Dal canto suo l’Unione europea prevede di valutare e regolare la politica dei rifiuti nel 2014. Lo scorso marzo, la Commissione europea ha pubblicato un documento di consultazione sulla strategia europea per i rifiuti di plastica nell’ambiente.

Intanto l’opposizione all’uso di microsfere nei prodotti sta crescendo. L’anno scorso le organizzazioni non governative (Ong) olandesi Plastic Soup Foundation e North Sea Foundation hanno lanciato una campagna denominata “Beat The Micro Bead” (Sconfiggere le microperle), che viene ora supportata a livello internazionale da oltre 30 associazioni ambientaliste – ma nessuna svizzera. In una petizione si chiede il divieto di particelle di microplastica nei prodotti per l’igiene e la cura del corpo, dal 1° gennaio 2014.

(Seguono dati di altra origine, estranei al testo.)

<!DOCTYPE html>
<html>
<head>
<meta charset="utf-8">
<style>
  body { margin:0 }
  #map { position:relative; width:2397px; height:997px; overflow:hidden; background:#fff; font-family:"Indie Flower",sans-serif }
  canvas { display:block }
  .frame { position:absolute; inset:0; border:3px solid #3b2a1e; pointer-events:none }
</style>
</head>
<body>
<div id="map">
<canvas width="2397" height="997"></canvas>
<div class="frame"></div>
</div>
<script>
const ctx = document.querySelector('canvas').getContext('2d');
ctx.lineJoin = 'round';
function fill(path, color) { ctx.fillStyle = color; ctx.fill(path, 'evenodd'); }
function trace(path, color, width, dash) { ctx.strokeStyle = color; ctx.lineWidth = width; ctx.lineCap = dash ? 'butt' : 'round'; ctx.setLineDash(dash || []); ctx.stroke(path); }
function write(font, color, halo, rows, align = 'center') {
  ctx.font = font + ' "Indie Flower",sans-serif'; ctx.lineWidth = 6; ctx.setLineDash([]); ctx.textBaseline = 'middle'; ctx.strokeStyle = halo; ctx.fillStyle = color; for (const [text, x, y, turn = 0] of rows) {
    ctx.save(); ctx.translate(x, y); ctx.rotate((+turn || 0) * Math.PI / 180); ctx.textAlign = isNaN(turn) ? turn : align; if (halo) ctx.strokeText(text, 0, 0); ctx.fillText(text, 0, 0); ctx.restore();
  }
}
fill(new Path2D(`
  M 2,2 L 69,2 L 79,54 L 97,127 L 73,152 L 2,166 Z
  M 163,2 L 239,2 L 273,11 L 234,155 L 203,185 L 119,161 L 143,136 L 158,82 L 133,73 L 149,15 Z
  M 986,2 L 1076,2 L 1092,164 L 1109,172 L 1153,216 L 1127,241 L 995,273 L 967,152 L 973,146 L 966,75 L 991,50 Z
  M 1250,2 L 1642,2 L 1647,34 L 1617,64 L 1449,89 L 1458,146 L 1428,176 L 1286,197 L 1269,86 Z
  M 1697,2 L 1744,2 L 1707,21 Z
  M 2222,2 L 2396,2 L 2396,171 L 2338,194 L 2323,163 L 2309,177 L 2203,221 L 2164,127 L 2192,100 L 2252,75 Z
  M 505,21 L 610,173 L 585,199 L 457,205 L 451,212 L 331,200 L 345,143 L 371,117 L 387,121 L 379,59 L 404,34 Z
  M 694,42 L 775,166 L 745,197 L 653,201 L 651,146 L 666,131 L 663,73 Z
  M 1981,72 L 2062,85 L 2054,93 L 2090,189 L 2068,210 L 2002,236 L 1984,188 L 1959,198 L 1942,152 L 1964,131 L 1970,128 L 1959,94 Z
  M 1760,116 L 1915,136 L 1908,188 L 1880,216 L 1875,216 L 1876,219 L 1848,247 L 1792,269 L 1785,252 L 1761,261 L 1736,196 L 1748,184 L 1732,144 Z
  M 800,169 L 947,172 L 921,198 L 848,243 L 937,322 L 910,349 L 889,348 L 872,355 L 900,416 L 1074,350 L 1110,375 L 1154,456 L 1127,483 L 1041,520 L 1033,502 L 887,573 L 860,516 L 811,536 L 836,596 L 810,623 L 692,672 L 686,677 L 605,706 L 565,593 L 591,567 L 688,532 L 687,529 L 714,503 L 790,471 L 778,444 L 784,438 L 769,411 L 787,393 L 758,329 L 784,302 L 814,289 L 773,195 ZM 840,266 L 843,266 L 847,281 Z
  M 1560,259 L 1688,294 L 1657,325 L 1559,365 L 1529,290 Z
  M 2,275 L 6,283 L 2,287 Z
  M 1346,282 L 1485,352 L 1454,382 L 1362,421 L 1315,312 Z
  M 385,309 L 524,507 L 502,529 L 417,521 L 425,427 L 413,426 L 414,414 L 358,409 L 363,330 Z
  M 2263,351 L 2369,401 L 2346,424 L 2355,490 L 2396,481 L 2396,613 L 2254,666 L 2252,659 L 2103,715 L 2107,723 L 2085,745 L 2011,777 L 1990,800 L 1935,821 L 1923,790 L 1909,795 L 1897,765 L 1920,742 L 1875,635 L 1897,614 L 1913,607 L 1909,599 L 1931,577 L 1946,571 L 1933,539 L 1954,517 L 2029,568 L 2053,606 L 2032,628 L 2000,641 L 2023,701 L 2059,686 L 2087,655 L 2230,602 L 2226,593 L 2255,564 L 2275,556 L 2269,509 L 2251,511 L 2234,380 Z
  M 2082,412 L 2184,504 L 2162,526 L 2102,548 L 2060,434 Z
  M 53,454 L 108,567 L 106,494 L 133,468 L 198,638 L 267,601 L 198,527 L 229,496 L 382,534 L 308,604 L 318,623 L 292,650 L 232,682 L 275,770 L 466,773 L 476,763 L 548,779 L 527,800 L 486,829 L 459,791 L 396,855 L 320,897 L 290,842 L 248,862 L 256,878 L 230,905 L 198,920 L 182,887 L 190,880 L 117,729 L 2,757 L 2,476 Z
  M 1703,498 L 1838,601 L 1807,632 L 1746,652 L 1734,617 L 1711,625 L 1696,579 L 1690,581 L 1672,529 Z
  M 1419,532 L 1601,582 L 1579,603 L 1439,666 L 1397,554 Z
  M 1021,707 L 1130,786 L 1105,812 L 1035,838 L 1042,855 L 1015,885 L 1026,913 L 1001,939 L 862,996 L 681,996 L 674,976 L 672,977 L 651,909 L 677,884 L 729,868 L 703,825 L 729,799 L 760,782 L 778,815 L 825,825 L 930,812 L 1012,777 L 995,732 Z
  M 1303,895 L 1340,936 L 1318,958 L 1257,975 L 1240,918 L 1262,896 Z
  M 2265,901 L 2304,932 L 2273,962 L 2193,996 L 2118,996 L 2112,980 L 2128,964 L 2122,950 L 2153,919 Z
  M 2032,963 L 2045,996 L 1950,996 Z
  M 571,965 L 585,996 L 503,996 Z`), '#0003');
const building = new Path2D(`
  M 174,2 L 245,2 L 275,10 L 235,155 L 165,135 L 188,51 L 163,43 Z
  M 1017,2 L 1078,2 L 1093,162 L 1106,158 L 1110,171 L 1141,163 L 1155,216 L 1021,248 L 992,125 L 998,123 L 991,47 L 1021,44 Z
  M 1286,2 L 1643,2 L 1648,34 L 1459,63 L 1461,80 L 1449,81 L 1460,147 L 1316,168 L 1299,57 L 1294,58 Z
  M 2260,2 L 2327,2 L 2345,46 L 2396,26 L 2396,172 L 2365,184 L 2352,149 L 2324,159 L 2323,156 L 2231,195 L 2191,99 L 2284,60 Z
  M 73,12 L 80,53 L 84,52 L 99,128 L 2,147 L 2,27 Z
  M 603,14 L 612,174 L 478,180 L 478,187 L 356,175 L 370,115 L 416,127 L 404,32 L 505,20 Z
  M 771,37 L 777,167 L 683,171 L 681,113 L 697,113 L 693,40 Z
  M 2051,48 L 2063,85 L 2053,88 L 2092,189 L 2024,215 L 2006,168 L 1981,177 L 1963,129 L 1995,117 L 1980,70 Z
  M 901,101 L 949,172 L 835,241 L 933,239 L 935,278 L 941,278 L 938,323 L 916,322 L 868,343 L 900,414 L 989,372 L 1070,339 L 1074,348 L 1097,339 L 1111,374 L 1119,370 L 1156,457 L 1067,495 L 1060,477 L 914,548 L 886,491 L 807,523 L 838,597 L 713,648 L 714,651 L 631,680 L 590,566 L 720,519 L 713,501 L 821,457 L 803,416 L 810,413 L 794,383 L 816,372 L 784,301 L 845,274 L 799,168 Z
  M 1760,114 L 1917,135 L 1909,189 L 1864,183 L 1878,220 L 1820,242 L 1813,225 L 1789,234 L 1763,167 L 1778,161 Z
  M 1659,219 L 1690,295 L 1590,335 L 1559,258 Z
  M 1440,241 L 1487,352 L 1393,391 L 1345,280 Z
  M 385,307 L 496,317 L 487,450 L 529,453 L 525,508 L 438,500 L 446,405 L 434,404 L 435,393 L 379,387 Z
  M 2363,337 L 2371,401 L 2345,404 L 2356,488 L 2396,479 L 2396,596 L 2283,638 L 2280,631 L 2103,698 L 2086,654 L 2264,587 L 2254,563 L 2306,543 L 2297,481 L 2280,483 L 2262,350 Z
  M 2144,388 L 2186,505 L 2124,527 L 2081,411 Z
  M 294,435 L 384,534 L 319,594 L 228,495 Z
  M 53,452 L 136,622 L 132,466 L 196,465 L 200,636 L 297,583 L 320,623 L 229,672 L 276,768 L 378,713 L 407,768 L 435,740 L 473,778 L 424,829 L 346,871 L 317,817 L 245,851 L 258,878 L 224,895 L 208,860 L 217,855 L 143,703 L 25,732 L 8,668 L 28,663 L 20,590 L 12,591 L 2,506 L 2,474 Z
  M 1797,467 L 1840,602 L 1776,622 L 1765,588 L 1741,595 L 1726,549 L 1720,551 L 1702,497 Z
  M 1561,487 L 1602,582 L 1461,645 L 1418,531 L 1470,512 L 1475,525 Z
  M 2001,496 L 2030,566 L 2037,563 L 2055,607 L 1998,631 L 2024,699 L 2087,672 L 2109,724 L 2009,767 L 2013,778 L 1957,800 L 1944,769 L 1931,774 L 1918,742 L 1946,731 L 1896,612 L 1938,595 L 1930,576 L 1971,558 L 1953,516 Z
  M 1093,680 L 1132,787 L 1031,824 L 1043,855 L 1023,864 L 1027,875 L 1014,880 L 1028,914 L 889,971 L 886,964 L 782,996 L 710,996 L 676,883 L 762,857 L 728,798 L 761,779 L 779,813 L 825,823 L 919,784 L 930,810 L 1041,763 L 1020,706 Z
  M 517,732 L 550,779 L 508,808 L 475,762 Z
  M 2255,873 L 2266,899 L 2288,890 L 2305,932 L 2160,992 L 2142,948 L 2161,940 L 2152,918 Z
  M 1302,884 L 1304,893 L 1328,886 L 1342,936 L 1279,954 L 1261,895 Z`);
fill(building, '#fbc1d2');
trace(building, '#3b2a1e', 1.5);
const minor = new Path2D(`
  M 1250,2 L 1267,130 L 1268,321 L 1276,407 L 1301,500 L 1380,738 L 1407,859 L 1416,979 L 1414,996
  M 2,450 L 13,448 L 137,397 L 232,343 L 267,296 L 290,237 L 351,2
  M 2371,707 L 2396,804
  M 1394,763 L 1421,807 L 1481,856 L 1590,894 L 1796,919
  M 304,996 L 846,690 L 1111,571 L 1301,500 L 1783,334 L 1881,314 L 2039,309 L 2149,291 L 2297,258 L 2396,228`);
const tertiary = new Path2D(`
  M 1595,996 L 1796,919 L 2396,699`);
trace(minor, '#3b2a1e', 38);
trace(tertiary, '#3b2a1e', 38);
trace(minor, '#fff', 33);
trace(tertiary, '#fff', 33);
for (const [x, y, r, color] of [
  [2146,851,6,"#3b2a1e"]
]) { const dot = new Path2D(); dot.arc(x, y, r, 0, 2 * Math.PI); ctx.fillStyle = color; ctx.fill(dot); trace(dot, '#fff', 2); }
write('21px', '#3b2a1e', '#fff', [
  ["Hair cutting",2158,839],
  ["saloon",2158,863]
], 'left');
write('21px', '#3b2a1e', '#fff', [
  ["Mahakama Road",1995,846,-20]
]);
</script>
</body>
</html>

Le multinazionali che producono cosmetici e altri articoli contenenti le microperle hanno promesso di agire. Unilever ha annunciato di voler bandire tutte le microsfere di plastica dai suoi prodotti entro il 2015. Johnson & Johnson , Colgate- Palmolive e L’Oreal hanno seguito l’esempio. Procter & Gamble ha detto che li bandirà entro il 2017, nonostante la mancanza di dati scientifici indipendenti sugli effetti delle microplastiche sull’ambiente marino.

Ma gli attivisti non sono soddisfatti. “Non agiscono abbastanza velocemente. Stanno guadagnando tempo”, afferma Maria Westerbos, direttrice della Plastic Soup Foundation.